Using FfDL Local S3 Based Object Storage
s3_url=http://$node_ip:$s3_port
export AWS_ACCESS_KEY_ID=admin; export AWS_SECRET_ACCESS_KEY=password; export AWS_DEFAULT_REGION=us-east-1;
s3cmd="aws --endpoint-url=$s3_url s3"
$s3cmd mb s3://trainingdata
$s3cmd mb s3://trainedmodel
$s3cmd mb s3://mnist_lmdb_data
$s3cmd mb s3://dlaas-trained-models
mkdir tmp
for file in t10k-images-idx3-ubyte.gz t10k-labels-idx1-ubyte.gz train-images-idx3-ubyte.gz train-labels-idx1-ubyte.gz;
do
test -e tmp/$file || wget -q -O tmp/$file http://yann.lecun.com/exdb/mnist/$file
$s3cmd cp tmp/$file s3://trainingdata/$file
done
restapi_port=$(kubectl get service ffdl-restapi -o jsonpath='{.spec.ports[0].nodePort}')

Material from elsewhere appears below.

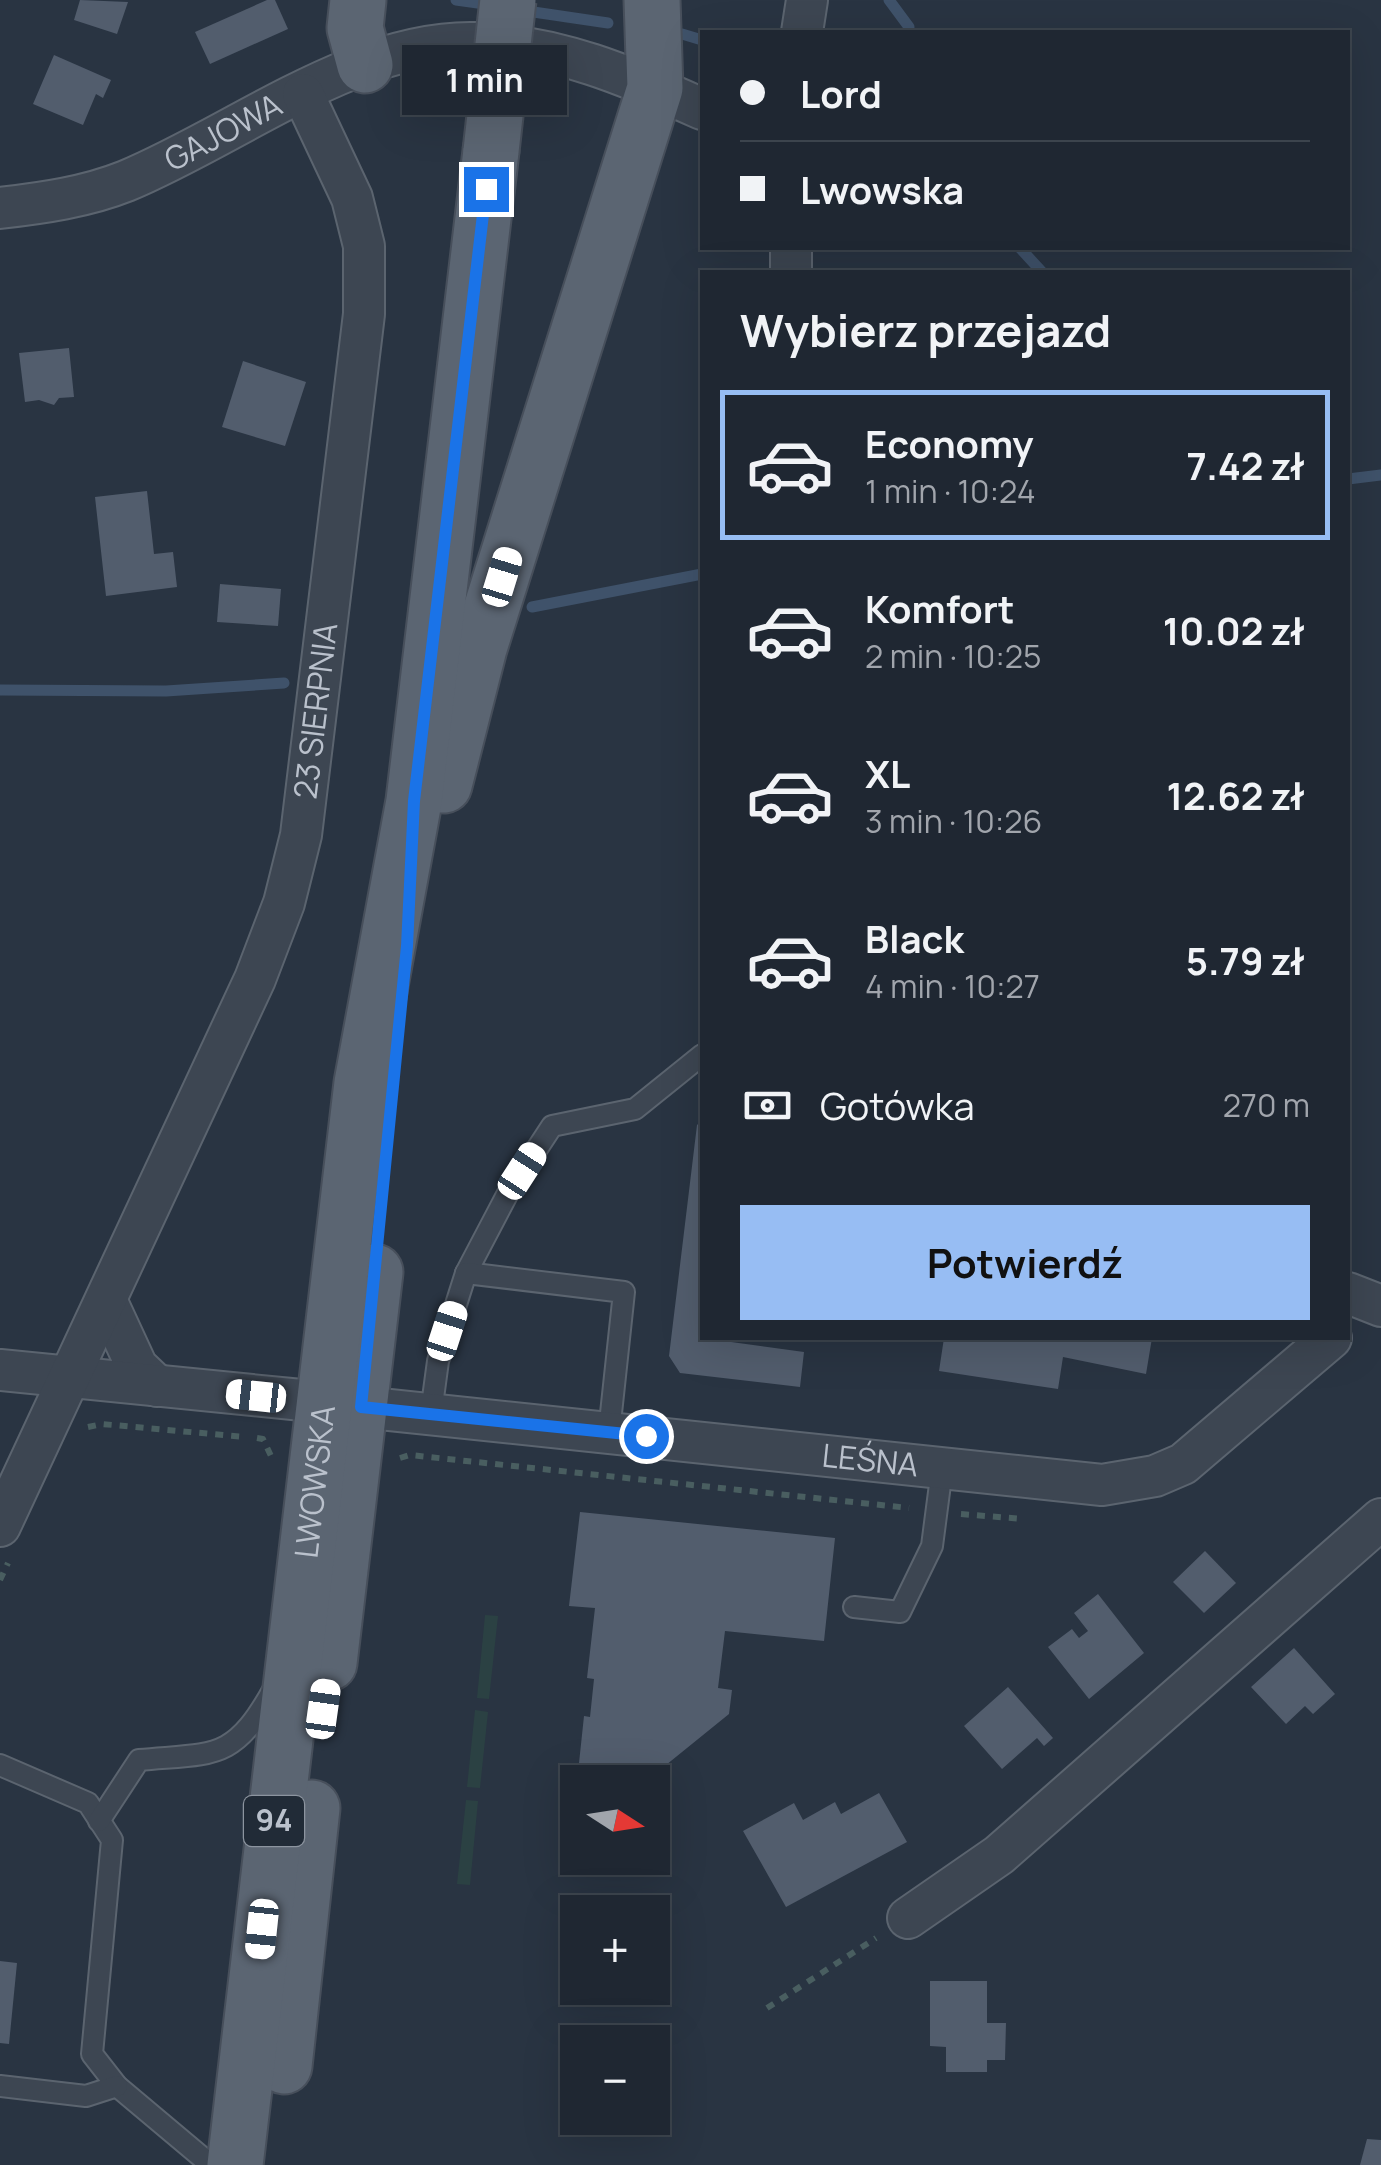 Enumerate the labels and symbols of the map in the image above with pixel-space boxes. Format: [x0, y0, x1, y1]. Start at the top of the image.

export DLAAS_URL=http://$node_ip:$restapi_port; export DLAAS_USERNAME=test-user; export DLAAS_PASSWORD=test;
if [ "$(uname)" = "Darwin" ]; then
sed -i '' s/s3.default.svc.cluster.local/$node_ip:$s3_port/ etc/examples/tf-model/manifest.yml
else
sed -i s/s3.default.svc.cluster.local/$node_ip:$s3_port/ etc/examples/tf-model/manifest.yml
fi
CLI_CMD=$(pwd)/cli/bin/ffdl-$(if [ "$(uname)" = "Darwin" ]; then echo 'osx'; else echo 'linux'; fi)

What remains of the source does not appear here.